**Required work**
Everything in the listing below except the pictures should be reproduced exactly.
(Extracted data)
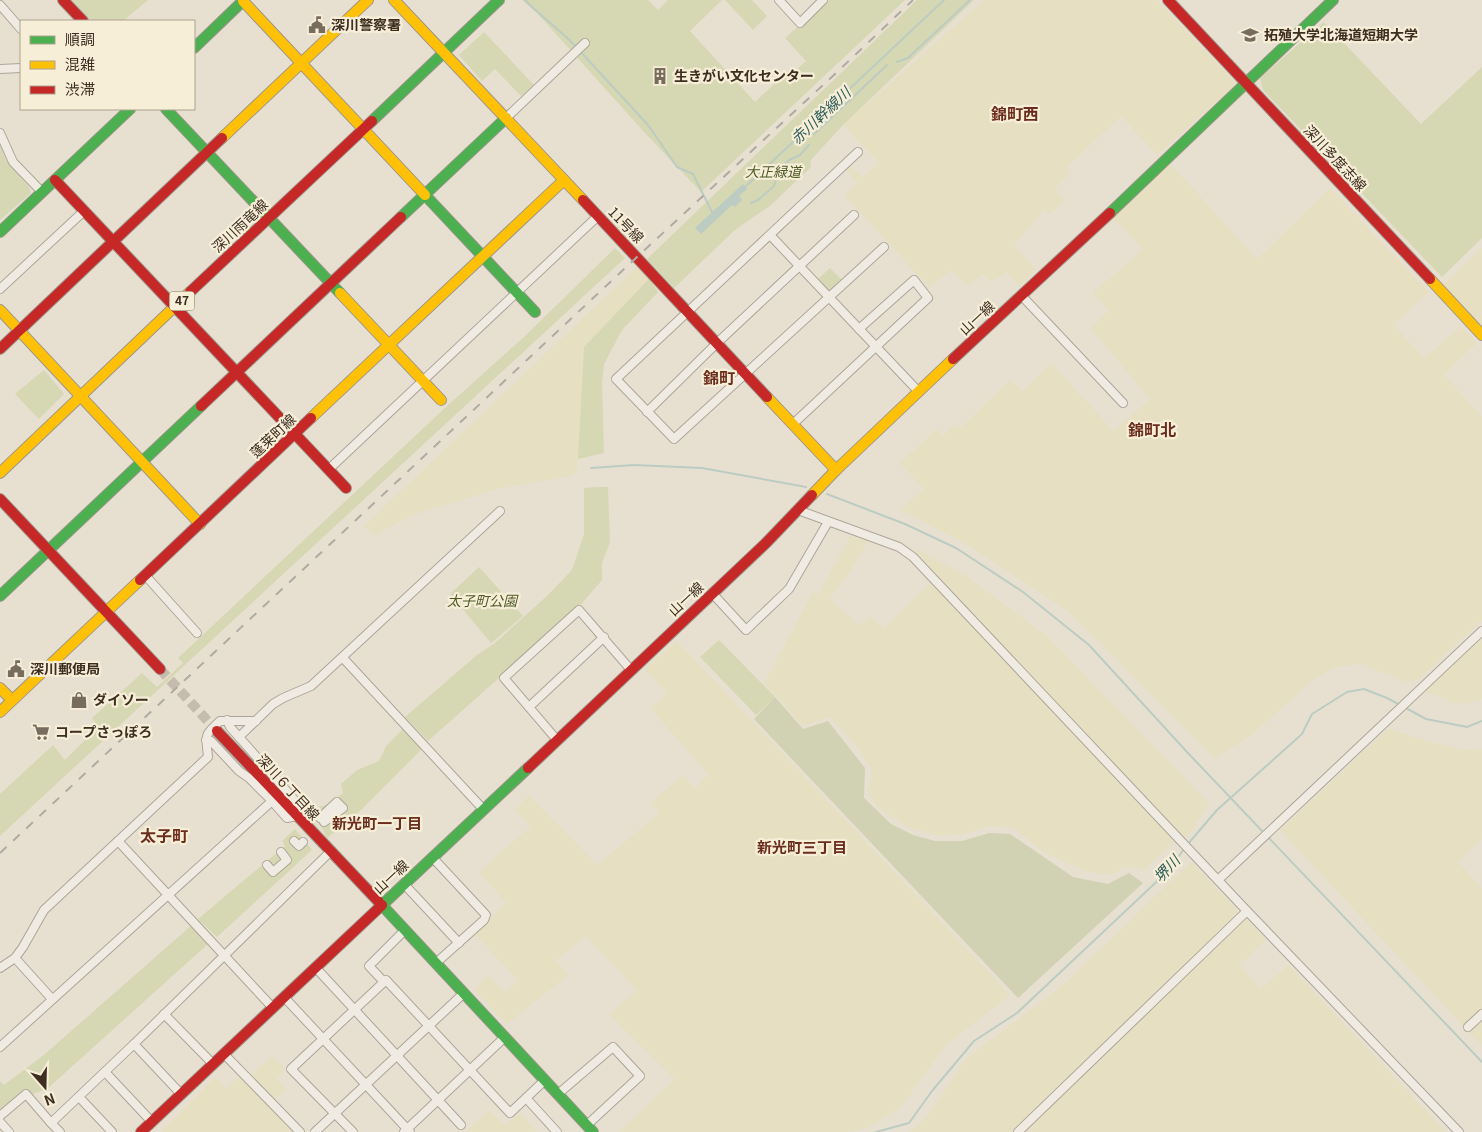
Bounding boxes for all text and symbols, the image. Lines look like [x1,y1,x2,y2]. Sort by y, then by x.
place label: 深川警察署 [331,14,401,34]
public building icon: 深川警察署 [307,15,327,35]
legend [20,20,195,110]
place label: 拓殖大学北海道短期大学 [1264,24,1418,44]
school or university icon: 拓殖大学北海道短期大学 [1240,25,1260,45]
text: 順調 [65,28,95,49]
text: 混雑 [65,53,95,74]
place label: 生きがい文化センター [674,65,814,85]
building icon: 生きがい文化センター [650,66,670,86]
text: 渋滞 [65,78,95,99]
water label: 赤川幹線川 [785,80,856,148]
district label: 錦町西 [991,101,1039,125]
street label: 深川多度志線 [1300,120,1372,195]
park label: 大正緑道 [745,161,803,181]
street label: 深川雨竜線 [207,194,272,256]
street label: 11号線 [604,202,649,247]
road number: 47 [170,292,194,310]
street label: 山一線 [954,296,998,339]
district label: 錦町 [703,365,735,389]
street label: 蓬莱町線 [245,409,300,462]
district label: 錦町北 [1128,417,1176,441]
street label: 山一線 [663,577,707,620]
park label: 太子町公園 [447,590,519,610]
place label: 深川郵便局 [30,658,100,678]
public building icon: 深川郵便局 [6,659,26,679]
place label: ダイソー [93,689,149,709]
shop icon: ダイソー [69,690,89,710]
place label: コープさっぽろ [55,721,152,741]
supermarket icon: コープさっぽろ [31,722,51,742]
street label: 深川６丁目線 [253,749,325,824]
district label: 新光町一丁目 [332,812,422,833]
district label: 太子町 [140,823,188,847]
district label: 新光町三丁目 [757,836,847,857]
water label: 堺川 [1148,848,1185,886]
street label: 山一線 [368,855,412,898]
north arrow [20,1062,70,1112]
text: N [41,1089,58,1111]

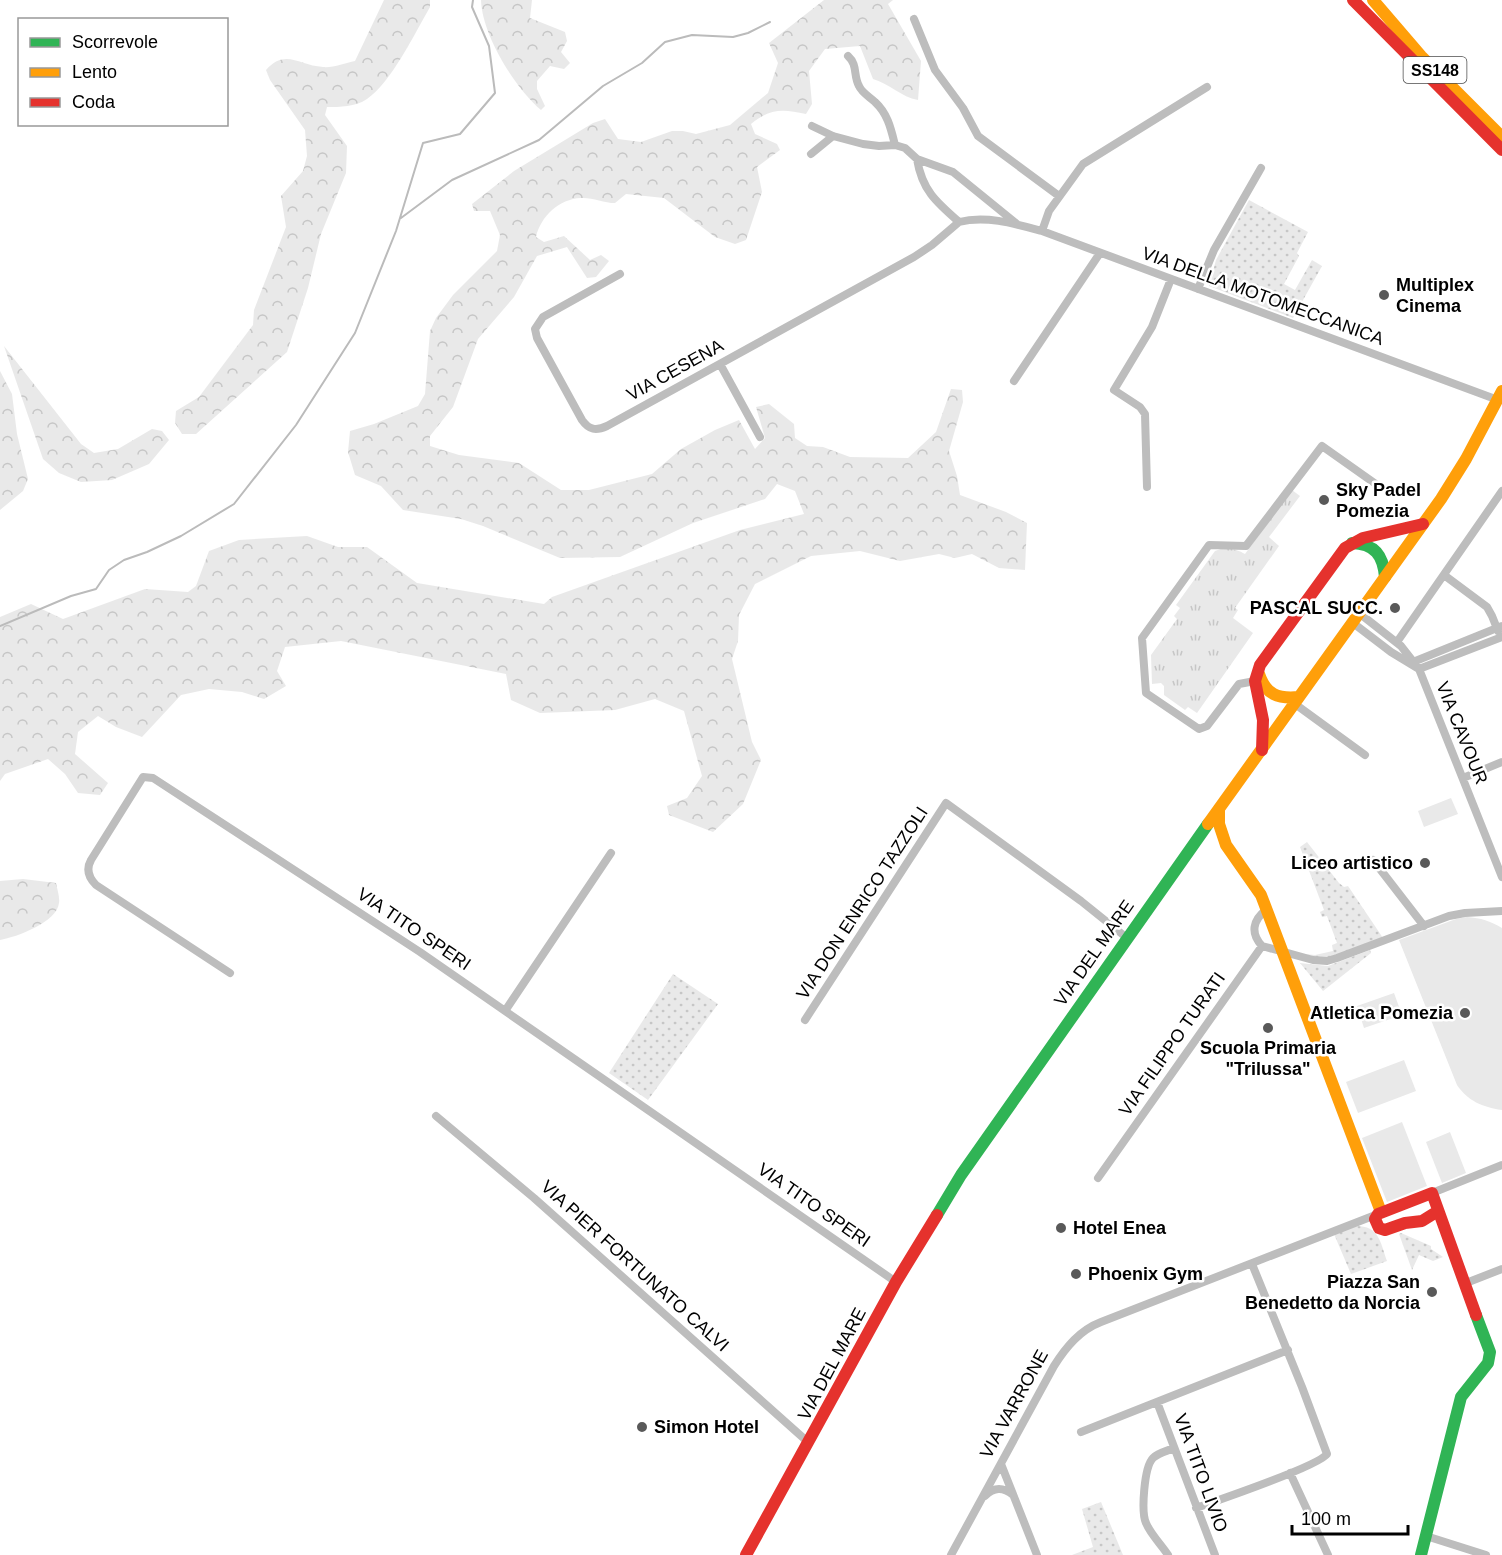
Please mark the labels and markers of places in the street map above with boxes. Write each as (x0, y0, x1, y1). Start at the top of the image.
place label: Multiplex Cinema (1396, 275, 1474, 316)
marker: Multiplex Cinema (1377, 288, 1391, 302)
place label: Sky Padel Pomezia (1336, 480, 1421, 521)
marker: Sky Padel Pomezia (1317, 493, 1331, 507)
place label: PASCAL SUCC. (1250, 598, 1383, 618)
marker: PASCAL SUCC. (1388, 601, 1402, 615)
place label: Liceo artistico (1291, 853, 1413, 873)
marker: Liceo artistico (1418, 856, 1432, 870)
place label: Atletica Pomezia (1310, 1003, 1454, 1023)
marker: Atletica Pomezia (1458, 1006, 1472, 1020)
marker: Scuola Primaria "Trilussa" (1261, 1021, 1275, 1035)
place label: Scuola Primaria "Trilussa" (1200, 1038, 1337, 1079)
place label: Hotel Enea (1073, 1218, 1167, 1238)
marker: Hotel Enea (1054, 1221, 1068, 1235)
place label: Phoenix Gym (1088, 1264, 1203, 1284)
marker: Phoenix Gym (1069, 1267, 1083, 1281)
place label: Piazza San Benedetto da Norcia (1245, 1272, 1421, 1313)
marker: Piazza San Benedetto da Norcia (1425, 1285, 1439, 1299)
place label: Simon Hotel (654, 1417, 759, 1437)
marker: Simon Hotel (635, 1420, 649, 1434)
(End Extracted data)
**Your response**
Bounding boxes for all text and symbols, the image. Lines look like [x1,y1,x2,y2]. Sort by y, then by x.
place label: 深川警察署 [331,14,401,34]
public building icon: 深川警察署 [307,15,327,35]
legend [20,20,195,110]
place label: 拓殖大学北海道短期大学 [1264,24,1418,44]
school or university icon: 拓殖大学北海道短期大学 [1240,25,1260,45]
text: 順調 [65,28,95,49]
text: 混雑 [65,53,95,74]
place label: 生きがい文化センター [674,65,814,85]
building icon: 生きがい文化センター [650,66,670,86]
text: 渋滞 [65,78,95,99]
water label: 赤川幹線川 [785,80,856,148]
district label: 錦町西 [991,101,1039,125]
street label: 深川多度志線 [1300,120,1372,195]
park label: 大正緑道 [745,161,803,181]
street label: 深川雨竜線 [207,194,272,256]
street label: 11号線 [604,202,649,247]
road number: 47 [170,292,194,310]
street label: 山一線 [954,296,998,339]
district label: 錦町 [703,365,735,389]
street label: 蓬莱町線 [245,409,300,462]
district label: 錦町北 [1128,417,1176,441]
street label: 山一線 [663,577,707,620]
park label: 太子町公園 [447,590,519,610]
place label: 深川郵便局 [30,658,100,678]
public building icon: 深川郵便局 [6,659,26,679]
place label: ダイソー [93,689,149,709]
shop icon: ダイソー [69,690,89,710]
place label: コープさっぽろ [55,721,152,741]
supermarket icon: コープさっぽろ [31,722,51,742]
street label: 深川６丁目線 [253,749,325,824]
district label: 新光町一丁目 [332,812,422,833]
district label: 太子町 [140,823,188,847]
district label: 新光町三丁目 [757,836,847,857]
water label: 堺川 [1148,848,1185,886]
street label: 山一線 [368,855,412,898]
north arrow [20,1062,70,1112]
text: N [41,1089,58,1111]

Please mark the labels and markers of places in the street map above with boxes. Write each as (x0, y0, x1, y1). Start at the top of the image.
place label: Multiplex Cinema (1396, 275, 1474, 316)
marker: Multiplex Cinema (1377, 288, 1391, 302)
place label: Sky Padel Pomezia (1336, 480, 1421, 521)
marker: Sky Padel Pomezia (1317, 493, 1331, 507)
place label: PASCAL SUCC. (1250, 598, 1383, 618)
marker: PASCAL SUCC. (1388, 601, 1402, 615)
place label: Liceo artistico (1291, 853, 1413, 873)
marker: Liceo artistico (1418, 856, 1432, 870)
place label: Atletica Pomezia (1310, 1003, 1454, 1023)
marker: Atletica Pomezia (1458, 1006, 1472, 1020)
marker: Scuola Primaria "Trilussa" (1261, 1021, 1275, 1035)
place label: Scuola Primaria "Trilussa" (1200, 1038, 1337, 1079)
place label: Hotel Enea (1073, 1218, 1167, 1238)
marker: Hotel Enea (1054, 1221, 1068, 1235)
place label: Phoenix Gym (1088, 1264, 1203, 1284)
marker: Phoenix Gym (1069, 1267, 1083, 1281)
place label: Piazza San Benedetto da Norcia (1245, 1272, 1421, 1313)
marker: Piazza San Benedetto da Norcia (1425, 1285, 1439, 1299)
place label: Simon Hotel (654, 1417, 759, 1437)
marker: Simon Hotel (635, 1420, 649, 1434)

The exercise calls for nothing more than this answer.